Brass is a man-made alloy that is made up of varying combinations of copper and zinc. Other metals can be added to the mix, however, in order to create brass that embodies different properties, such as colour and strength. If you have an item that you think might be brass, there is a way to test it both at home and in the workplace to determine whether you are correct or not.
Step 1: Weigh the metal (in pounds) using a set of scales. Then, convert this number to kilograms by dividing it by 2.2046 (since this is how heavy a single kilogram is in pounds).
Step 2: Take a graduated beaker and fill it with water until you reach the 100ml line. Drop the item you suspect is brass into the beaker, watching how high the water level rises. Record the new level. Then, subtract the first water level from the second, which leaves you with the volume of the item.

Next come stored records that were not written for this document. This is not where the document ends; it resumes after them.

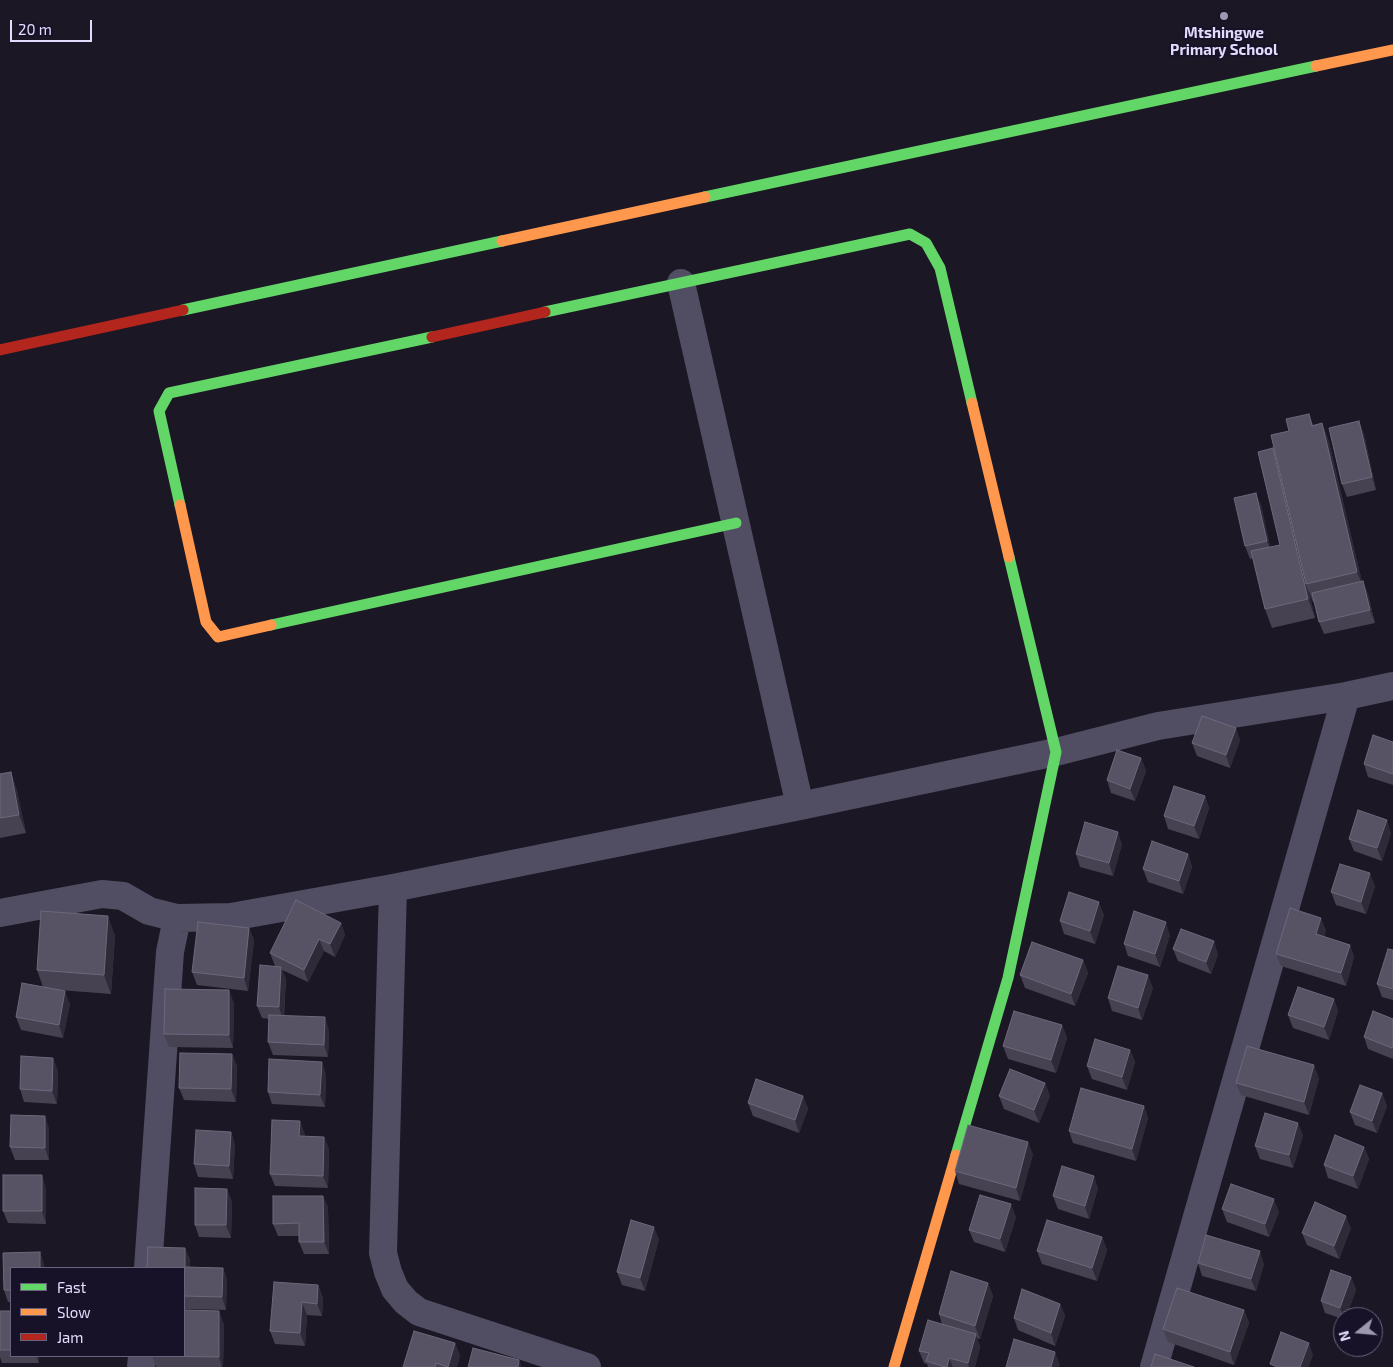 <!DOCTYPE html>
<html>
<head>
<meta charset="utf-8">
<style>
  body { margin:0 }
  #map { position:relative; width:1393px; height:1367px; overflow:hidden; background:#1b1724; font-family:"Exo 2",sans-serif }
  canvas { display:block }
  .legend { position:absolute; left:10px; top:1267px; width:175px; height:90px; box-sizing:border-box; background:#181229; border:1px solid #69637e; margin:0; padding:6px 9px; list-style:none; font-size:15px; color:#e3dcfd }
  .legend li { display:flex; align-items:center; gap:10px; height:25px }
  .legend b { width:25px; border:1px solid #69637e }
  .north { position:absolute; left:1333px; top:1307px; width:50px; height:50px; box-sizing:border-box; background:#181229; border:1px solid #69637e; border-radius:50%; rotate:253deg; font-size:14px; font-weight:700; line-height:20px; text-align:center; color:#e3dcfd }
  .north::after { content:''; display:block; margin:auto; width:18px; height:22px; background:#9d97b1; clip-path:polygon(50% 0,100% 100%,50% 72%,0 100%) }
  .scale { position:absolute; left:10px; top:20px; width:82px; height:22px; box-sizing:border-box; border:2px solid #e3dcfd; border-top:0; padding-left:6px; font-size:15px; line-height:18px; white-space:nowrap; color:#e3dcfd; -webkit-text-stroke:4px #181229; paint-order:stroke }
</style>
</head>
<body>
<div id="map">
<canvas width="1393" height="1367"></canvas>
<ul class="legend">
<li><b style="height:6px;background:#63d668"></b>Fast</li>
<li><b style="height:6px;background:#ff974d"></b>Slow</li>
<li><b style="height:6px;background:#b3261e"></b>Jam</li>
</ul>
<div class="north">N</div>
<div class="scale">20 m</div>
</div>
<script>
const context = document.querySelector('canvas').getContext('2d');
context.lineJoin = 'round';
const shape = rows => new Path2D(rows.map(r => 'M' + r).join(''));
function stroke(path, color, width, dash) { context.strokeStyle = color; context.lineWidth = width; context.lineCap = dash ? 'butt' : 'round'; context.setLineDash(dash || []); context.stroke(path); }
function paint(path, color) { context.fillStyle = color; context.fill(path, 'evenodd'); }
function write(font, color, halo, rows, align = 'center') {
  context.font = font + ' "Exo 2",sans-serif'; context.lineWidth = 4; context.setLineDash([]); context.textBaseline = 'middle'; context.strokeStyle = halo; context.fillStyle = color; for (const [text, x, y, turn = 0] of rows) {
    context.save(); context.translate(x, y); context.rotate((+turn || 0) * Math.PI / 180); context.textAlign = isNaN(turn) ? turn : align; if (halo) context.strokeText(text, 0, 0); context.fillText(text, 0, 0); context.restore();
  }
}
stroke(shape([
  [681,283,800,806],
  [393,888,383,1253,388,1272,395,1289,406,1302,419,1312,587,1367],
  [0,913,102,894,123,896,149,911,177,918,231,917,393,888,800,806,1056,752,1158,726,1346,696,1393,686],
  [148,1268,170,952,177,918],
  [141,1367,142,1356],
  [1154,1367,1346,696]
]), '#514d63', 28);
stroke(shape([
  [705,197,1316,66],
  [183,310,502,241],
  [545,312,910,234,926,243,940,268,972,403],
  [180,505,159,411,169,393,432,337],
  [271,625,736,523],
  [956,1155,1008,978,1056,752,1009,557]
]), '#63d668', 11);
stroke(shape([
  [1316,66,1393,50],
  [502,241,705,197],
  [972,403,1009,557],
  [180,505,206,622,218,637,271,625],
  [894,1367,956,1155]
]), '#ff974d', 11);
stroke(shape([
  [432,337,545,312],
  [0,350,183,310]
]), '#b3261e', 11);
paint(shape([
  [1309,414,1313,425,1322,423,1329,442,1362,582,1368,594,1375,623,1324,634,1319,622,1315,602,1313,602,1308,589,1315,618,1272,628,1265,609,1253,558,1250,559,1245,546,1261,505,1270,547,1280,545,1273,448,1278,463,1289,431],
  [1364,434,1376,490,1347,497,1342,484],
  [1240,740,1230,768,1197,756,1192,743],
  [1393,742,1393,785,1368,777,1364,764],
  [1141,758,1146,771,1135,801,1111,793,1107,780],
  [11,772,17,791,26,833,0,838,0,774],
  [1205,796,1209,808,1199,839,1168,829,1164,816],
  [1391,833,1382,861,1354,851,1349,839],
  [1122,844,1113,876,1080,867,1076,854],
  [1188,854,1192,867,1183,894,1148,882,1143,869],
  [1375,886,1366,914,1336,905,1331,892],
  [1104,915,1095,944,1064,934,1060,921],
  [341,923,345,935,335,957,324,951,308,982,282,970,286,979,284,1015,329,1030,328,1057,273,1055,268,1042,269,1019,262,1018,257,1006,276,966,275,966,270,953],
  [249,928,254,940,248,991,197,985,192,972],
  [1326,930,1324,937,1350,945,1354,957,1346,986,1281,966,1276,954],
  [115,935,111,994,59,990,70,1004,63,1038,21,1030,16,1017,43,987,37,970],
  [1170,935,1160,967,1128,956,1124,944],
  [1173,949,1218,954,1211,974,1178,961],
  [1393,950,1393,1000,1382,997,1377,984],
  [1083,960,1088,973,1075,1006,1025,988,1020,975],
  [1153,988,1142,1020,1112,1011,1108,998],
  [1334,999,1338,1011,1329,1040,1293,1028,1288,1015],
  [234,1003,233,1048,169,1047,164,1034],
  [1393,1019,1393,1059,1368,1049,1364,1037],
  [1062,1025,1067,1038,1056,1073,1008,1059,1003,1046],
  [1130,1050,1135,1062,1127,1090,1092,1079,1087,1066],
  [232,1054,237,1066,236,1102,184,1100,179,1088],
  [58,1070,57,1104,24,1102,20,1089],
  [326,1074,325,1107,272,1104,268,1092],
  [1319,1078,1309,1115,1241,1095,1236,1083],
  [1045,1083,1050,1096,1039,1123,1004,1109,999,1096],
  [1382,1093,1387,1106,1377,1133,1355,1125,1350,1112],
  [803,1096,808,1109,799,1133,753,1116,748,1103],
  [1144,1106,1148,1118,1136,1161,1073,1143,1069,1131],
  [49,1128,49,1160,15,1160,10,1147],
  [231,1132,235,1145,233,1179,198,1177,194,1164],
  [305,1134,305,1136,324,1137,329,1149,328,1188,275,1186,270,1174],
  [1303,1135,1293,1168,1260,1159,1255,1146],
  [1364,1147,1369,1159,1358,1189,1328,1178,1324,1165],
  [1033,1154,1020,1201,959,1184,955,1171],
  [46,1188,46,1224,8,1223,3,1211],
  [1098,1188,1089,1219,1058,1209,1053,1196],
  [323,1196,328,1208,329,1254,304,1254,299,1242,299,1236,278,1236,273,1224],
  [232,1201,231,1238,199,1237,195,1225],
  [1222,1209,1279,1212,1269,1237,1227,1222],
  [1016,1217,1005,1252,974,1242,969,1230],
  [1351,1228,1339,1259,1307,1245,1302,1233],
  [1102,1237,1107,1250,1097,1281,1042,1264,1037,1251],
  [659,1239,645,1291,622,1285,617,1272],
  [185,1248,190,1260,190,1267,223,1268,227,1280,226,1310,184,1309,184,1268],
  [40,1252,44,1265,44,1268,11,1268,11,1302,8,1302,4,1290,3,1253],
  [1198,1263,1264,1264,1256,1291,1202,1276],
  [1351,1277,1356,1290,1346,1317,1343,1317,1343,1319,1325,1313,1321,1301],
  [988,1283,993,1296,980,1339,977,1338,980,1347,975,1367,928,1367,927,1364,924,1363,919,1351,942,1324,939,1314],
  [318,1285,323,1298,322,1316,307,1315,305,1346,275,1344,270,1331],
  [1060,1304,1065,1316,1055,1346,1018,1330,1014,1318],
  [1244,1310,1249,1323,1234,1365,1168,1342,1163,1329],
  [0,1311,11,1311,11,1356,39,1356,39,1363,2,1363,0,1357],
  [224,1324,223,1367,156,1367,152,1356],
  [455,1343,460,1356,457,1367,403,1367]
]), '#464252');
paint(shape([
  [1359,421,1364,434,1376,490,1372,477],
  [1322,423,1329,442,1364,590,1357,572],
  [1273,448,1279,467,1306,584,1315,618,1308,599],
  [1256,493,1261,505,1272,554,1267,541],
  [1363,581,1368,594,1375,623,1370,610],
  [1236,728,1240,740,1230,768,1226,755],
  [1141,758,1146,771,1135,801,1130,789],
  [11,772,17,791,26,833,19,815],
  [1205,796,1209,808,1199,839,1194,826],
  [1387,820,1391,833,1382,861,1377,848],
  [1118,832,1122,844,1113,876,1109,863],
  [1188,854,1192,867,1183,894,1179,881],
  [1370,873,1375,886,1366,914,1361,902],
  [1099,902,1104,915,1095,944,1090,931],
  [108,916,115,935,111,994,104,975],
  [1321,918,1326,930,1321,947,1316,934],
  [1166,922,1170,935,1160,967,1155,954],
  [341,923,345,935,335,957,330,944],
  [249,928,254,940,248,991,244,978],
  [319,939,324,951,308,982,304,970],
  [1214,941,1218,954,1211,974,1206,962],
  [1350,945,1354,957,1346,986,1341,973],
  [1083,960,1088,973,1075,1006,1071,994],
  [281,967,286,979,283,1020,279,1007],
  [1148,975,1153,988,1142,1020,1138,1008],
  [229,990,234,1003,233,1048,229,1035],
  [65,991,70,1004,63,1038,59,1025],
  [1334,999,1338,1011,1329,1040,1324,1027],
  [325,1017,329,1030,328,1057,324,1045],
  [1062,1025,1067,1038,1056,1073,1051,1060],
  [1130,1050,1135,1062,1127,1090,1122,1077],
  [232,1054,237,1066,236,1102,231,1089],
  [53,1058,58,1070,57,1104,52,1091],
  [322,1062,326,1074,325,1107,320,1095],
  [1314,1065,1319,1078,1309,1115,1304,1102],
  [1045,1083,1050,1096,1039,1123,1034,1110],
  [1382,1093,1387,1106,1377,1133,1372,1121],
  [803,1096,808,1109,799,1133,795,1120],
  [1144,1106,1148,1118,1136,1161,1132,1149],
  [45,1116,49,1128,49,1160,45,1148],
  [300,1121,305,1134,304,1148,299,1136],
  [1298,1123,1303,1135,1293,1168,1289,1155],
  [231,1132,235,1145,233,1179,229,1166],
  [324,1137,329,1149,328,1188,323,1176],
  [1028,1142,1033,1154,1020,1201,1016,1188],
  [1364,1147,1369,1159,1358,1189,1353,1176],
  [42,1175,46,1188,46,1224,42,1211],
  [1094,1176,1098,1188,1089,1219,1085,1206],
  [227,1189,232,1201,231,1238,226,1225],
  [323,1196,328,1208,329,1254,324,1242],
  [1274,1199,1279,1212,1269,1237,1265,1224],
  [1011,1204,1016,1217,1005,1252,1000,1239],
  [1346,1216,1351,1228,1339,1259,1334,1246],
  [654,1227,659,1239,645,1291,640,1278],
  [1102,1237,1107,1250,1097,1281,1092,1268],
  [185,1248,190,1260,190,1279,185,1267],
  [1260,1251,1264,1264,1256,1291,1251,1279],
  [40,1252,44,1265,44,1268,40,1268],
  [223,1268,227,1280,226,1310,222,1297],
  [1351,1277,1356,1290,1346,1317,1344,1317,1340,1308],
  [988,1283,993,1296,980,1339,975,1326],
  [318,1285,323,1298,322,1316,317,1304],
  [302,1302,307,1315,305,1346,300,1333],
  [1060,1304,1065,1316,1055,1346,1051,1333],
  [1244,1310,1249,1323,1234,1365,1230,1352],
  [219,1311,224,1324,223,1367,222,1367,219,1357],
  [976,1334,980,1347,975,1367,969,1367,968,1363],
  [455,1343,460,1356,457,1367,448,1367],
  [1309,1343,1313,1355,1309,1367,1300,1367],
  [1055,1352,1060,1365,1059,1367,1051,1367],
  [36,1356,39,1356,39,1363],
  [949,1358,953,1367,947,1367],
  [519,1360,522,1367,518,1367]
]), '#2e2a38');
const building = shape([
  [1309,414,1312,426,1322,423,1357,572,1306,584,1271,435,1289,431,1286,419,1309,414],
  [1359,421,1372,477,1342,484,1329,428,1359,421],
  [1273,448,1308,599,1265,609,1251,551,1280,545,1258,452,1273,448],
  [1256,493,1267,541,1245,546,1234,498,1256,493],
  [1363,581,1370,610,1319,622,1312,593,1363,581],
  [1202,716,1236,728,1226,755,1192,743,1202,716],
  [1373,735,1393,742,1393,774,1364,764,1373,735],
  [1117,750,1141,758,1130,789,1107,780,1117,750],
  [11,772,19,815,0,818,0,774,11,772],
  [1174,786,1205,796,1194,826,1164,816,1174,786],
  [1358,810,1387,820,1377,848,1349,839,1358,810],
  [1085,822,1118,832,1109,863,1076,854,1085,822],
  [1152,841,1188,854,1179,881,1143,869,1152,841],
  [1340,864,1370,873,1361,902,1331,892,1340,864],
  [1069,892,1099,902,1090,931,1060,921,1069,892],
  [296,900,341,923,330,944,319,939,304,970,270,953,296,900],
  [1290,908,1321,918,1316,934,1350,945,1341,973,1276,954,1290,908],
  [41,911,108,916,104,975,37,970,41,911],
  [1134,911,1166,922,1155,954,1124,944,1134,911],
  [198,922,249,928,244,978,192,972,198,922],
  [1181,929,1214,941,1206,962,1173,949,1181,929],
  [1032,942,1083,960,1071,994,1020,975,1032,942],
  [1388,949,1393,950,1393,989,1377,984,1388,949],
  [260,965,281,967,279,1007,257,1006,260,965],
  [1118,966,1148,975,1138,1008,1108,998,1118,966],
  [22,983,65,991,59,1025,16,1017,22,983],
  [1298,987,1334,999,1324,1027,1288,1015,1298,987],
  [165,989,229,990,229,1035,164,1034,165,989],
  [1014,1011,1062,1025,1051,1060,1003,1046,1014,1011],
  [1373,1011,1393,1019,1393,1044,1392,1048,1364,1037,1373,1011],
  [269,1015,325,1017,324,1045,268,1042,269,1015],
  [1095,1039,1130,1050,1122,1077,1087,1066,1095,1039],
  [1247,1046,1314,1065,1304,1102,1236,1083,1247,1046],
  [180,1053,232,1054,231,1089,179,1088,180,1053],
  [21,1056,53,1058,52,1091,20,1089,21,1056],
  [269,1059,322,1062,320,1095,268,1092,269,1059],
  [1010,1069,1045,1083,1034,1110,999,1096,1010,1069],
  [756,1079,803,1096,795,1120,748,1103,756,1079],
  [1360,1085,1382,1093,1372,1121,1350,1112,1360,1085],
  [1081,1088,1144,1106,1132,1149,1069,1131,1081,1088],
  [1265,1113,1298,1123,1289,1155,1255,1146,1265,1113],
  [11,1115,45,1116,45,1148,10,1147,11,1115],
  [272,1120,300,1121,299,1136,324,1137,323,1176,270,1174,272,1120],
  [968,1125,1028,1142,1016,1188,955,1171,968,1125],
  [196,1130,231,1132,229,1166,194,1164,196,1130],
  [1335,1135,1364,1147,1353,1176,1324,1165,1335,1135],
  [1062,1166,1094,1176,1085,1206,1053,1196,1062,1166],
  [3,1175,42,1175,42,1211,3,1211,3,1175],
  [1231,1184,1274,1199,1265,1224,1222,1209,1231,1184],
  [195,1188,227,1189,226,1225,195,1225,195,1188],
  [980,1195,1011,1204,1000,1239,969,1230,980,1195],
  [273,1196,323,1196,324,1242,299,1242,299,1223,273,1224,273,1196],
  [1315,1202,1346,1216,1334,1246,1302,1233,1315,1202],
  [631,1220,654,1227,640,1278,617,1272,631,1220],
  [1047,1220,1102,1237,1092,1268,1037,1251,1047,1220],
  [1206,1235,1260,1251,1251,1279,1198,1263,1206,1235],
  [148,1247,185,1248,185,1267,223,1268,222,1297,184,1296,184,1268,147,1268,148,1247],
  [40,1252,40,1268,11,1268,11,1290,4,1290,3,1253,40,1252],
  [1331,1270,1351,1277,1340,1308,1321,1301,1331,1270],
  [951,1271,988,1283,975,1326,939,1314,951,1271],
  [274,1282,318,1285,317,1304,302,1302,300,1333,270,1331,274,1282],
  [1177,1288,1244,1310,1230,1352,1163,1329,1177,1288],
  [1022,1289,1060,1304,1051,1333,1014,1318,1022,1289],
  [184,1310,219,1311,219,1357,152,1356,184,1356,184,1310],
  [0,1311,11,1311,11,1350,0,1350,0,1311],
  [928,1320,976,1334,968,1363,949,1358,947,1367,945,1367,926,1361,929,1353,919,1351,928,1320],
  [414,1331,455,1343,448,1367,436,1363,435,1367,403,1367,414,1331],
  [1281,1332,1309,1343,1300,1367,1277,1367,1270,1364,1281,1332],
  [1014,1339,1055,1352,1051,1367,1006,1367,1014,1339],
  [473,1348,519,1360,518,1367,468,1367,473,1348],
  [1155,1354,1194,1367,1151,1367,1155,1354]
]);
paint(building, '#575264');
stroke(building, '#6d687c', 1);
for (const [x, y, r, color] of [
  [1224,16,5,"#9d97b1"]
]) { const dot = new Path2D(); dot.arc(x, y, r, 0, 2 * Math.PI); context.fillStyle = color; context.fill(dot); stroke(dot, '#181229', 2); }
write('bold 15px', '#e3dcfd', '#181229', [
  ["Mtshingwe",1224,33],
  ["Primary School",1224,50]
]);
</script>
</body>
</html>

Step 3: As a milliliter is equivalent to a cubic centimeter, you are now able to convert the volume of the suspected brass item into cubic meters by dividing it by 1,000,000 cubic centimeters per cubic meter.
Step 4: Now you can divide the mass of the item by the volume, which will leave you with the density of the item in kilograms per cubic meter. If the density falls into the known range for brass, you can conclude that that is the metal you are working with.
Whilst this is not the easiest of tests to complete, as you are required to have a number of unusual tools on hand, it is one way that you can definitively determine whether the metal you are working with is brass or not. If the density is not in the known range for brass, check other ranges to work out what type of metal the item is.